Elle songea à ce qu’il venait de lui dire. Il avait tort, ce n’était pas que de l’eau. Elle était reconnaissance pour cet acte, si anodin mais vital. Et là, elle se demanda si dans un tel cas, elle aurait été capable d’ouvrir sa porte sa porte à un inconnue et de lui rendre ce service.

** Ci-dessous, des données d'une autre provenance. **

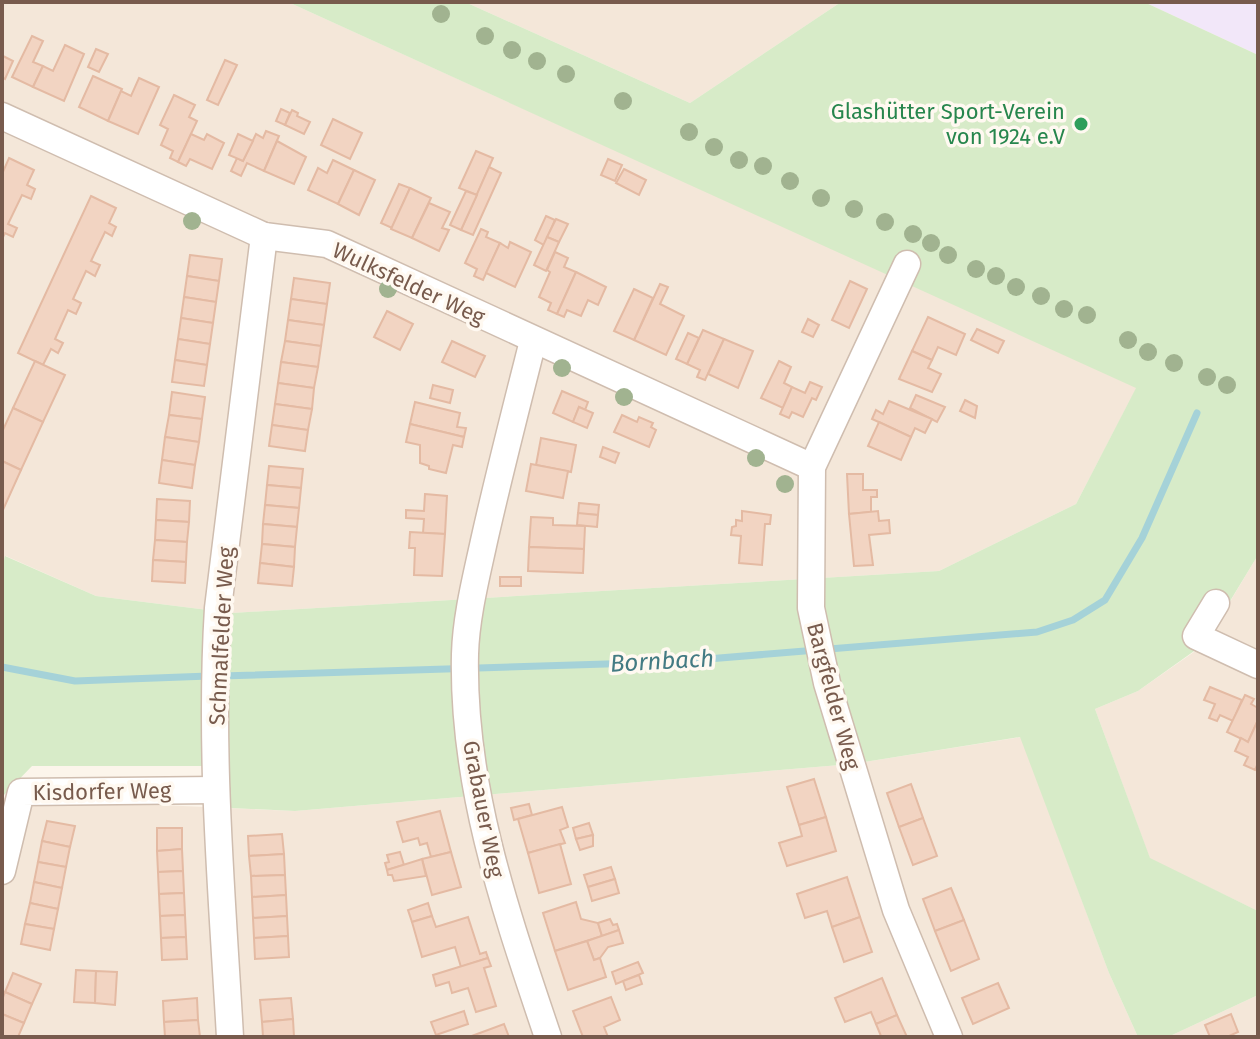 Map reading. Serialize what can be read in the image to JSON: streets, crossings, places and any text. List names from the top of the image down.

Après un dernier effort, elle arriva enfin à son lieu de repos : une petite ferme dans laquelle les habitants acceptaient que les pèlerins plantent leur tente. Emma était épuisée, tant physiquement que mentalement. Cette journée avait été éprouvante. Elle ne s’attendait pas à ça en acceptant le défi de son amie.

Après s’être annoncée auprès de ses hôtes, elle installa immédiatement son campement. La doyenne de l’exploitation, Nicole, vint la voir pour lui proposer de partager le repas avec elle et les autres pèlerins, ce qu’Emma refusa poliment. Elle était tellement fatiguée qu’elle ne pouvait rien avaler. Voyant dans quel état la jeune femme était, Nicole lui proposa néanmoins de prendre une petite douche, ce qu’elle accepta volontiers.

Il faisait déjà nuit lorsqu’elle eut fini de se laver. Elle enfila rapidement un t-shirt, un short en coton, et se glissa les cheveux encore trempés dans son sac de couchage en Gore-Tex. Emma s’endormit rapidement. Vers 3h du matin, elle fut réveillée par le tonnerre qui grondait et la pluie qui frappait sa housse de tente. Elle tentait de ne pas y penser. Même en gardant les yeux clos, elle voyait les éclairs striant le ciel sans relâche. Elle était seule dans sa tente, au milieu d’un champ au fin fond de l’Auvergne, avec un violent orage au dessus de sa tête et pour seule protection, une toile : elle avait peur. Cette nuit là, pour la première fois de sa vie, Emma se tourna vers le ciel : elle souhaitait être protégée, et pria un Dieu dont elle ne croyait pas à l’existence quelques heures plus tôt.